Hunderte kamen zur Eröffnung ins neue Zentrum am Leipziger Platz. Das Gebäude wirkt elegant, allerdings nervt die Musik. Ein erster Rundgang durch die "Mall of Berlin".

Knapp zehn Minuten nach der Eröffnung ging der erste Kunde schon wieder hinaus, fuhr die Rolltreppe hinunter mit einem Fernsehgerät unter dem Arm – der zielstrebigste von allen. Die meisten anderen Besucher der neuen „Mall of Berlin“ am Leipziger Platz gehörten eher zu den Schaulustigen, die ein paar ziellose, aber unterhaltsame und durchaus entspannte Stunden im Shopping-Tempel verbrachten.

Denn dort ging es zumindest am ersten Vormittag überraschend ruhig zu. Exakt um zehn Uhr hatte Mittes Baustadtrat Carsten Spallek die massive Schere gepackt, angereicht auf einem Samtkissen von drei professionell lächelnden, in roten, schulterfreien Abendkleidern bibbernden Grazien. Dann säbelte er los, schön langsam, damit die Fotografen auch was zu fotografieren hatten, und der Weg war frei. Doch die großzügig eingeteilten Sicherheitskräfte hatten nichts zu tun, die Menge wartete zunächst diszipliniert in der Distanz, und nach nicht einmal einer Minute waren schätzungsweise fünfhundert überwiegend recht junge Neugierige im Inneren verschwunden, wo es dann alsbald aussah wie in einem normalen, gut besuchten Einkaufszentrum, kein Gedränge, keine Wühltischatmosphäre, keine Schnäppchenjagd.

Denn umsonst gab es nichts, und die Sonderangebote waren entweder sparsam dosiert oder – wie bei Saturn – gleich mit dem Hinweis versehen, dass es sie auch in jedem anderen Markt der Kette gebe. Dennoch war es der Elektromarkt, der seiner Funktion als „Ankermieter“ gerecht wurde und anfangs die meisten Besucher anzog, während sich das Interesse an den edleren Bekleidungs- oder Kosmetikgeschäften zunächst auf die Schaufenster konzentrierte – der Berliner liebt das Vertraute.

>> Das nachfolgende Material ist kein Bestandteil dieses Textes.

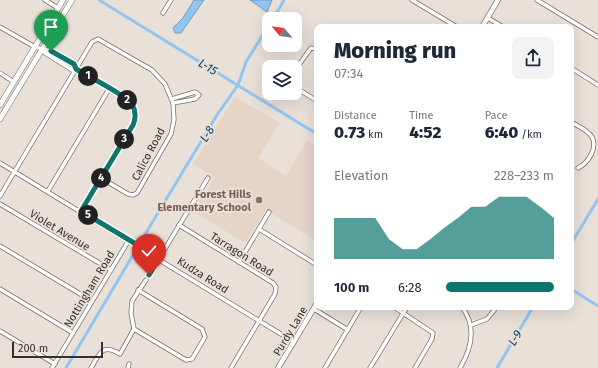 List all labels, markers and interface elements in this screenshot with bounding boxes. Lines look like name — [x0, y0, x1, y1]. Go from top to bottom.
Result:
pin — [34, 10, 68, 51]
north arrow — [262, 12, 302, 52]
map controls — [262, 12, 302, 100]
icon: arrive — [40, 16, 62, 38]
text: Morning run — [334, 37, 456, 64]
button: share — [512, 37, 554, 79]
water label: L-15 — [196, 56, 220, 78]
button: layers — [262, 60, 302, 100]
pin: 1 — [78, 66, 98, 86]
text: 07:34 — [334, 66, 363, 81]
text: 1 — [85, 69, 91, 82]
pin: 2 — [117, 90, 137, 110]
text: 2 — [124, 93, 130, 106]
text: Distance — [334, 109, 377, 122]
text: Time — [409, 109, 434, 122]
text: Pace — [485, 109, 507, 122]
text: 0.73 — [334, 122, 365, 143]
text: 4:52 — [409, 122, 441, 143]
text: 6:40 — [485, 122, 518, 143]
water label: L-8 — [197, 123, 217, 145]
street label: Calico Road — [129, 126, 168, 183]
text: km — [365, 128, 383, 141]
text: /km — [518, 128, 542, 141]
pin: 3 — [114, 129, 134, 149]
text: 3 — [121, 132, 127, 145]
pin: 4 — [91, 168, 111, 188]
text: Elevation — [334, 168, 388, 183]
text: 228–233 m — [494, 168, 554, 183]
text: 4 — [98, 171, 104, 184]
place label: Forest Hills Elementary School — [157, 188, 252, 214]
marker: Forest Hills Elementary School — [254, 195, 264, 205]
pin: 5 — [78, 205, 98, 225]
street label: Violet Avenue — [27, 207, 92, 254]
text: 5 — [85, 208, 91, 221]
street label: Tarragon Road — [208, 230, 276, 279]
pin — [132, 234, 166, 275]
icon: check — [138, 240, 160, 262]
street label: Nottingham Road — [61, 248, 117, 330]
street label: Kudza Road — [175, 254, 231, 296]
text: 100 m — [334, 280, 369, 295]
text: 6:28 — [398, 280, 422, 295]
street label: Purdy Lane — [271, 304, 310, 358]
water label: L-9 — [505, 328, 525, 348]
scale bar — [12, 340, 103, 359]
text: 200 m — [18, 342, 48, 355]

Das Adlon der Berliner Einkaufspassagen

Und vertraut ist ihm die neue „Mall“ sicher noch nicht. Sie wirkt – zumindest unten und in der 23 Meter hohen Piazza – großzügig, elegant und durchaus stilvoll gestaltet, sozusagen das Adlon der Berliner Einkaufspassagen, Vorbildern in Singapur oder Dubai durchaus ebenbürtig, jedenfalls, was die Gestaltung angeht. Entsprechend drängt sich auch kein Geschäft mit greller Werbung nach vorn, Rabatte werden, sofern es sie überhaupt gibt, sehr dezent angekündigt. Und die beiden halb nackten Jungs mit Sixpack und Badehose, die neben einem gigantischen Blumentopf ausgerechnet für einen Jeansladen posierten, dürften eher untypisch sein für das hier angepeilte Geschmacksniveau. Nur die immer präsente Musikbeschallung nervt, und da und dort wird wohl auch penetrantes Parfüm in die Ladenluft gepustet.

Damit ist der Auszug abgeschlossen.